**What the task requires:**
Scan the data below and state the number of lines that include the word "markers", adding no comment.

**Dataset records:**
Segment Open
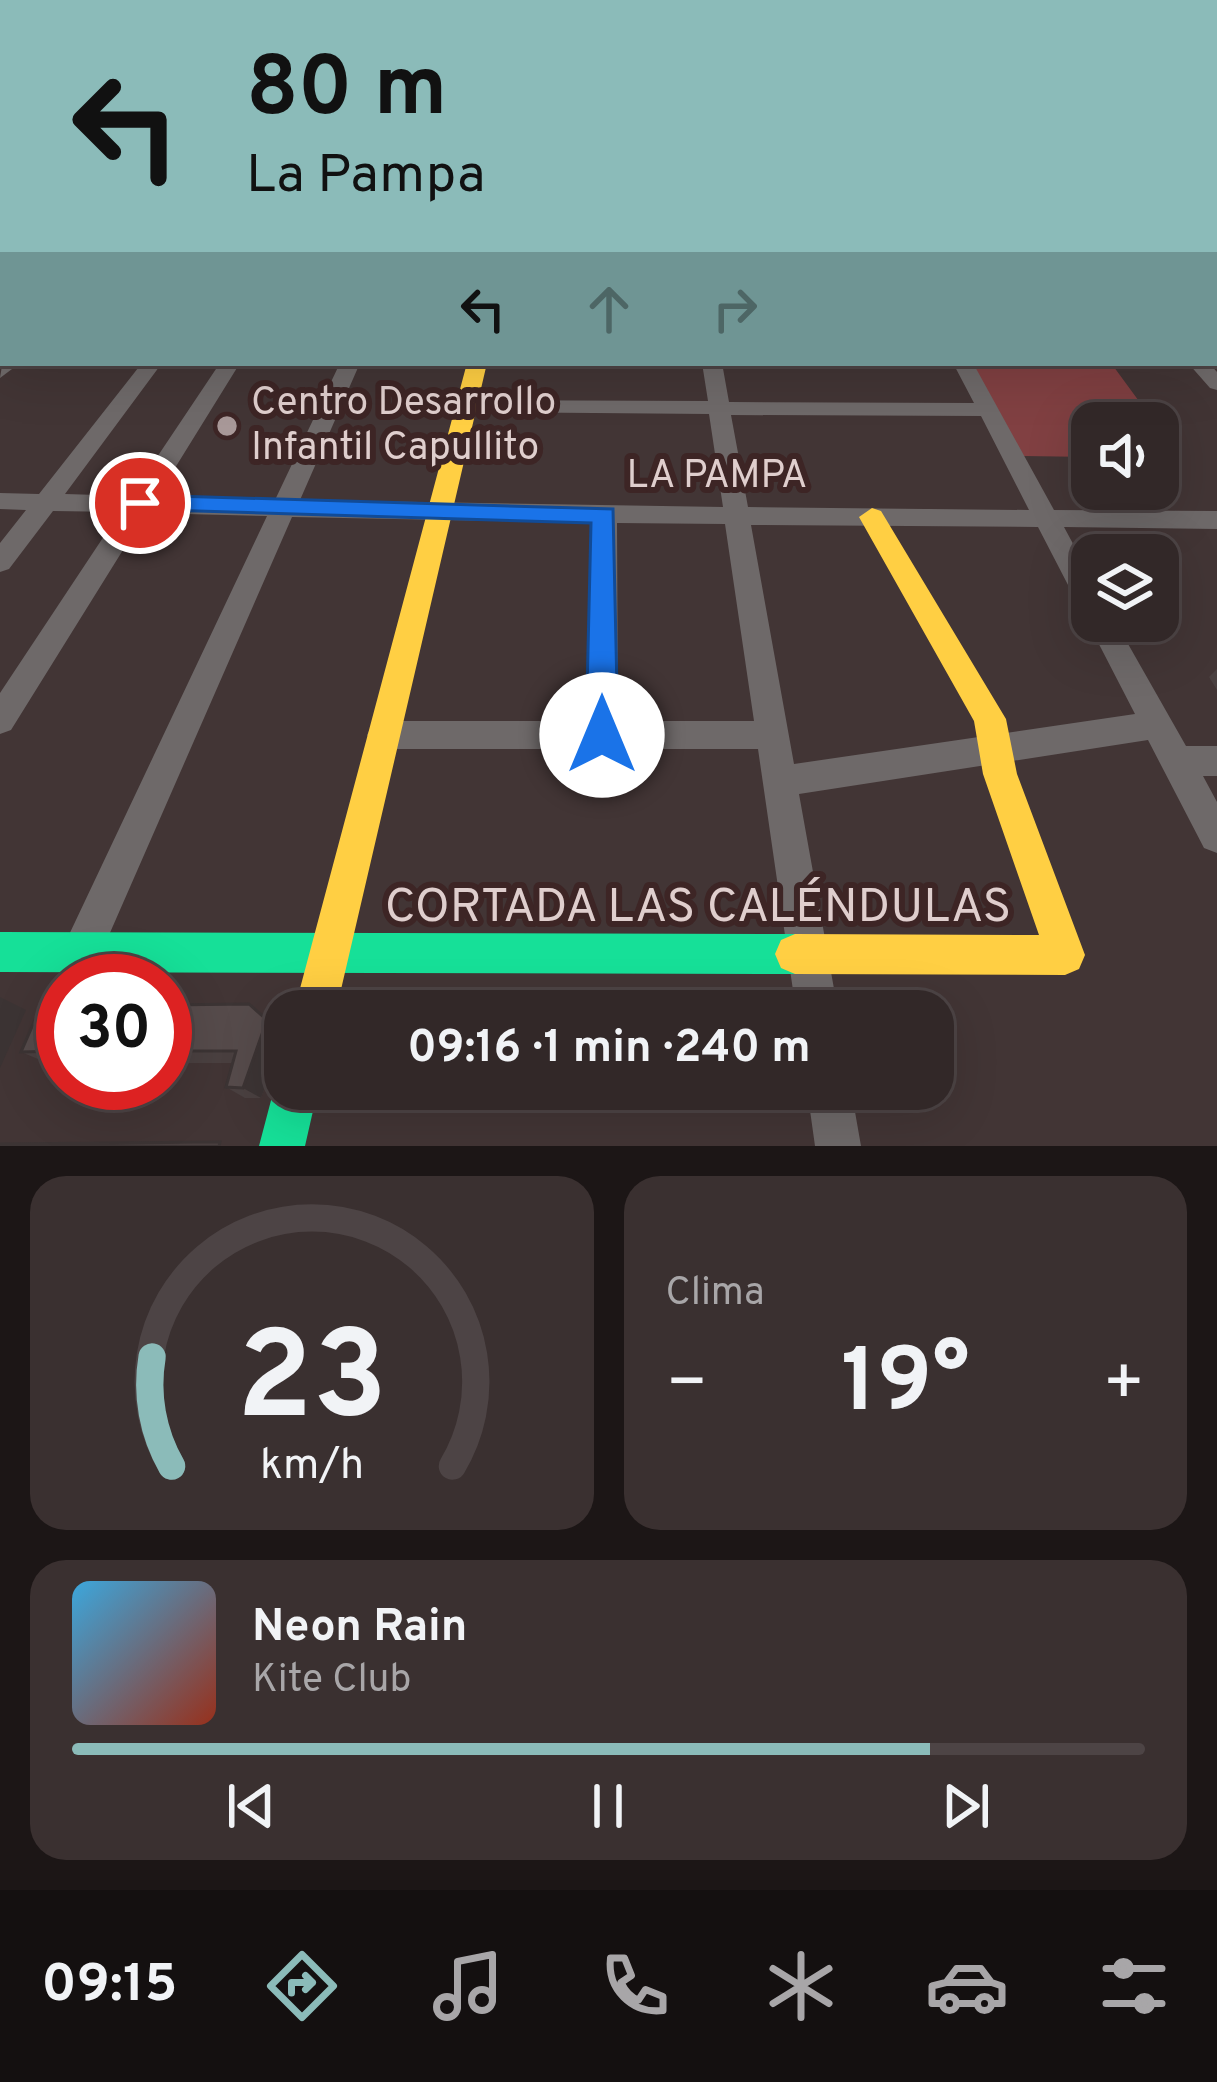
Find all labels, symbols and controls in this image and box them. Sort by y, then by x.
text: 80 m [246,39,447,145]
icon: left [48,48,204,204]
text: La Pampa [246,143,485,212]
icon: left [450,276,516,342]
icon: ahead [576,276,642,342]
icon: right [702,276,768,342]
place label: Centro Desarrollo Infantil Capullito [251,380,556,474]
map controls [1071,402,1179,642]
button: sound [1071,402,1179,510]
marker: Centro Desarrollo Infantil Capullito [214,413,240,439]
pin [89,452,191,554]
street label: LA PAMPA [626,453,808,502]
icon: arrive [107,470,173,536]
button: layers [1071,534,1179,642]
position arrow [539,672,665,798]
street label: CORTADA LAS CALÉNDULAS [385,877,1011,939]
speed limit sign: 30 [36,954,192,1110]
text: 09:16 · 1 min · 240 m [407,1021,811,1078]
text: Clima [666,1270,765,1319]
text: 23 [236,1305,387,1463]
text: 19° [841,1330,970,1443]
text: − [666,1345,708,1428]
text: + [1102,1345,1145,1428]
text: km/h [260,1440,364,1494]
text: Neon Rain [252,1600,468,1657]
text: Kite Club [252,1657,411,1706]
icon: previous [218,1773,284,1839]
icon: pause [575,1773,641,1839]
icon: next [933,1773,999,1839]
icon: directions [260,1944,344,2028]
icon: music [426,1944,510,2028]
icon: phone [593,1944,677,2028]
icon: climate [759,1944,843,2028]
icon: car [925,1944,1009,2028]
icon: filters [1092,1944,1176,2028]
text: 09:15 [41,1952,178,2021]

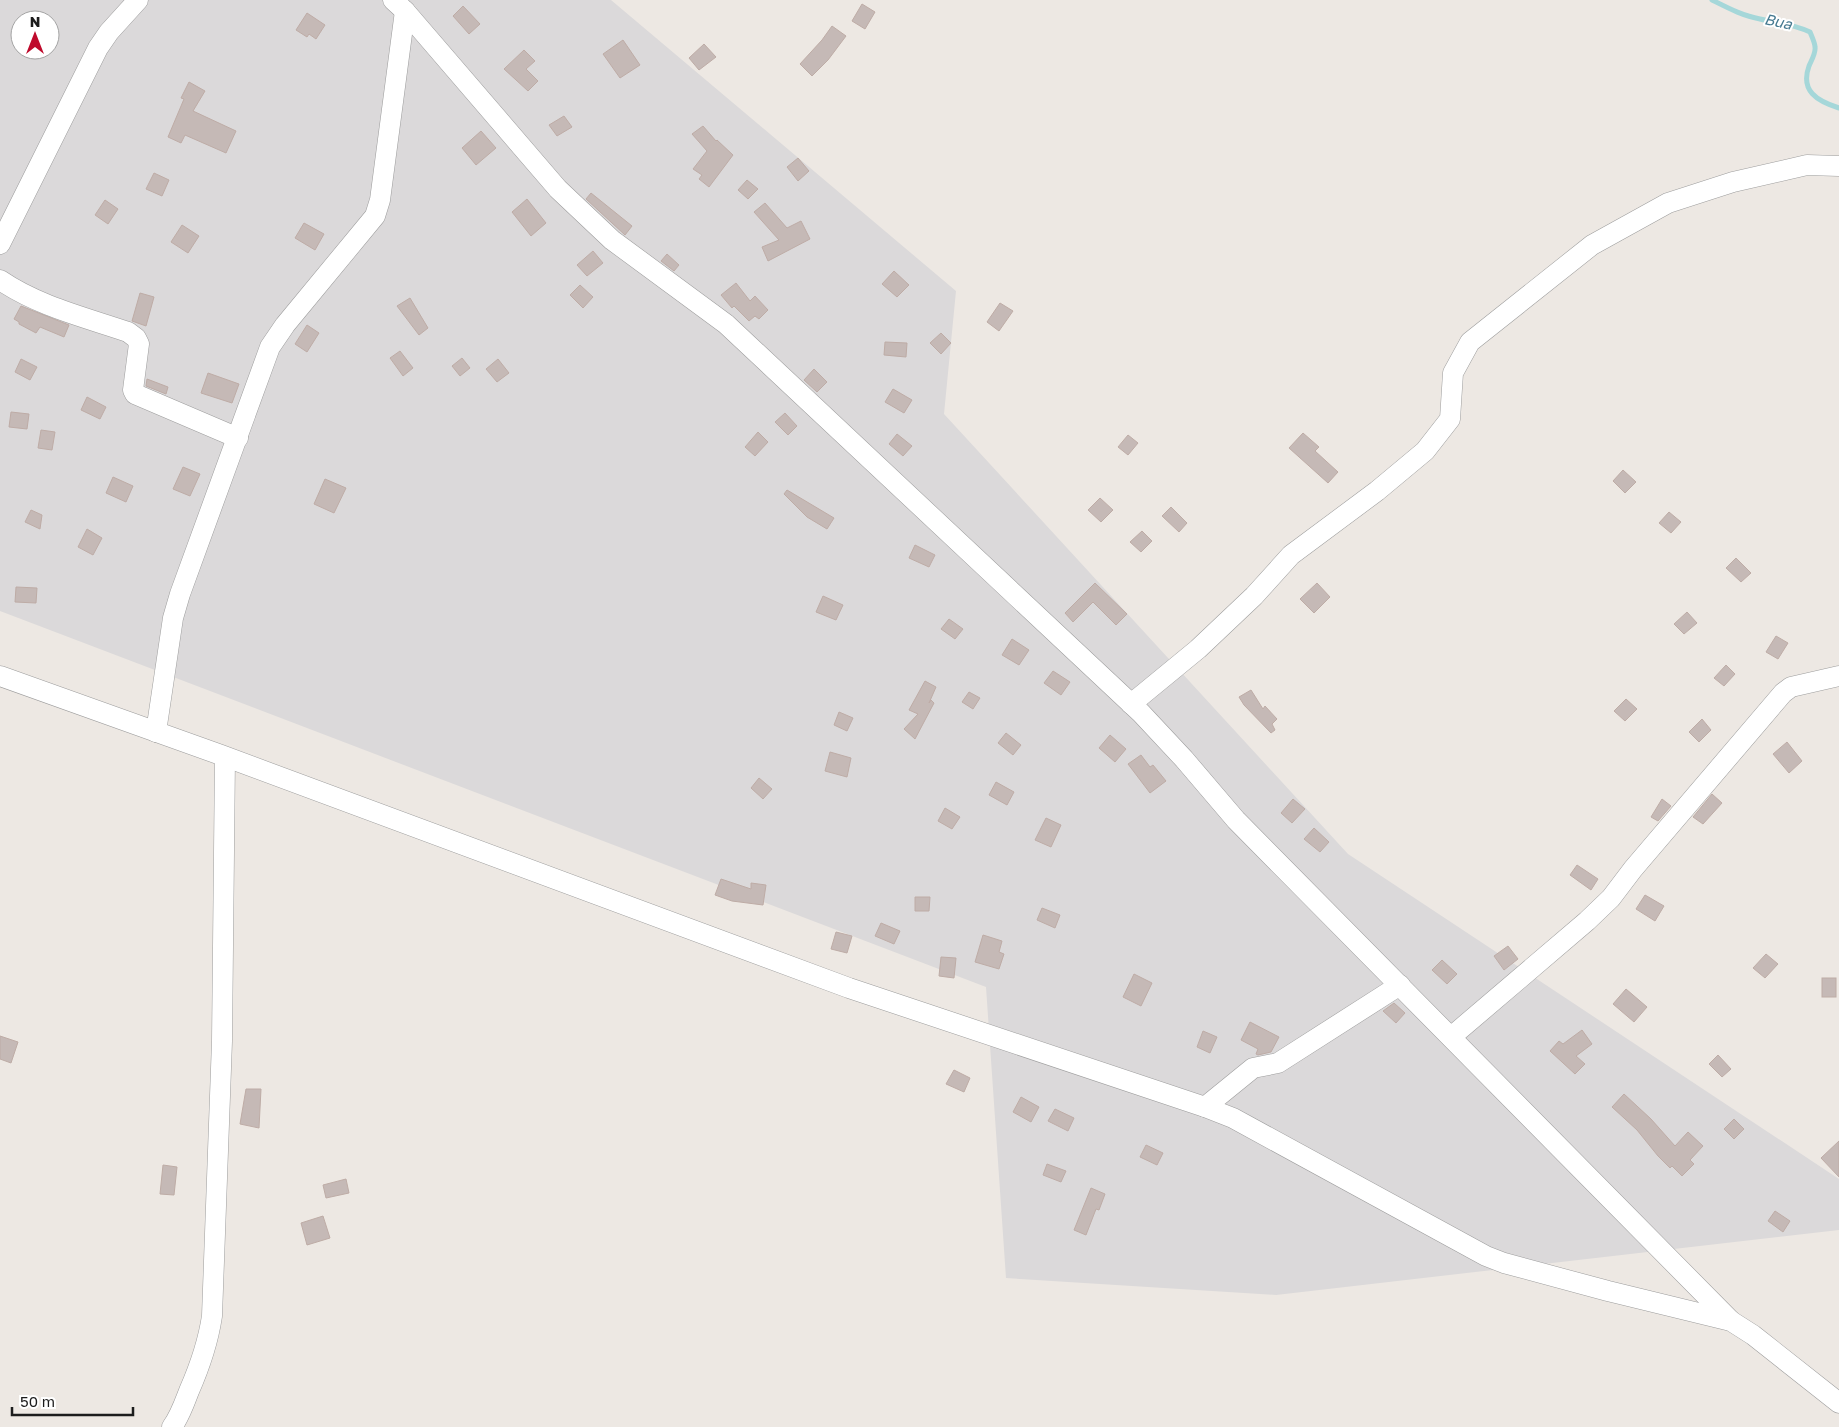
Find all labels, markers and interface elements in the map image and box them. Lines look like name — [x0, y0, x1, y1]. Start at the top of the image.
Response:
Segment Closed
Segment Open
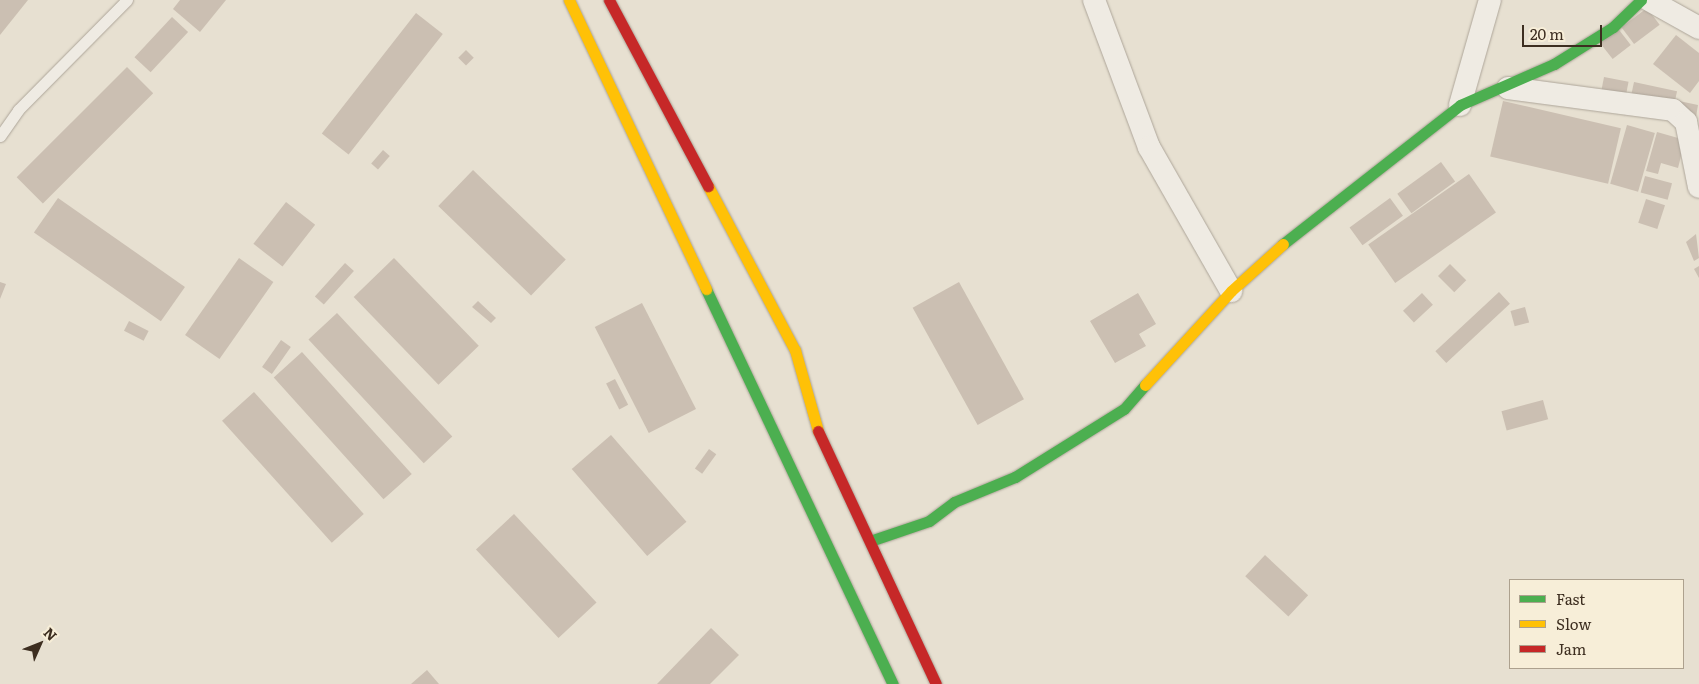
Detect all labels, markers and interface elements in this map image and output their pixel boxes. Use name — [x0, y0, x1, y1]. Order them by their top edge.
Segment Closed
**Solution for this exercise:**
2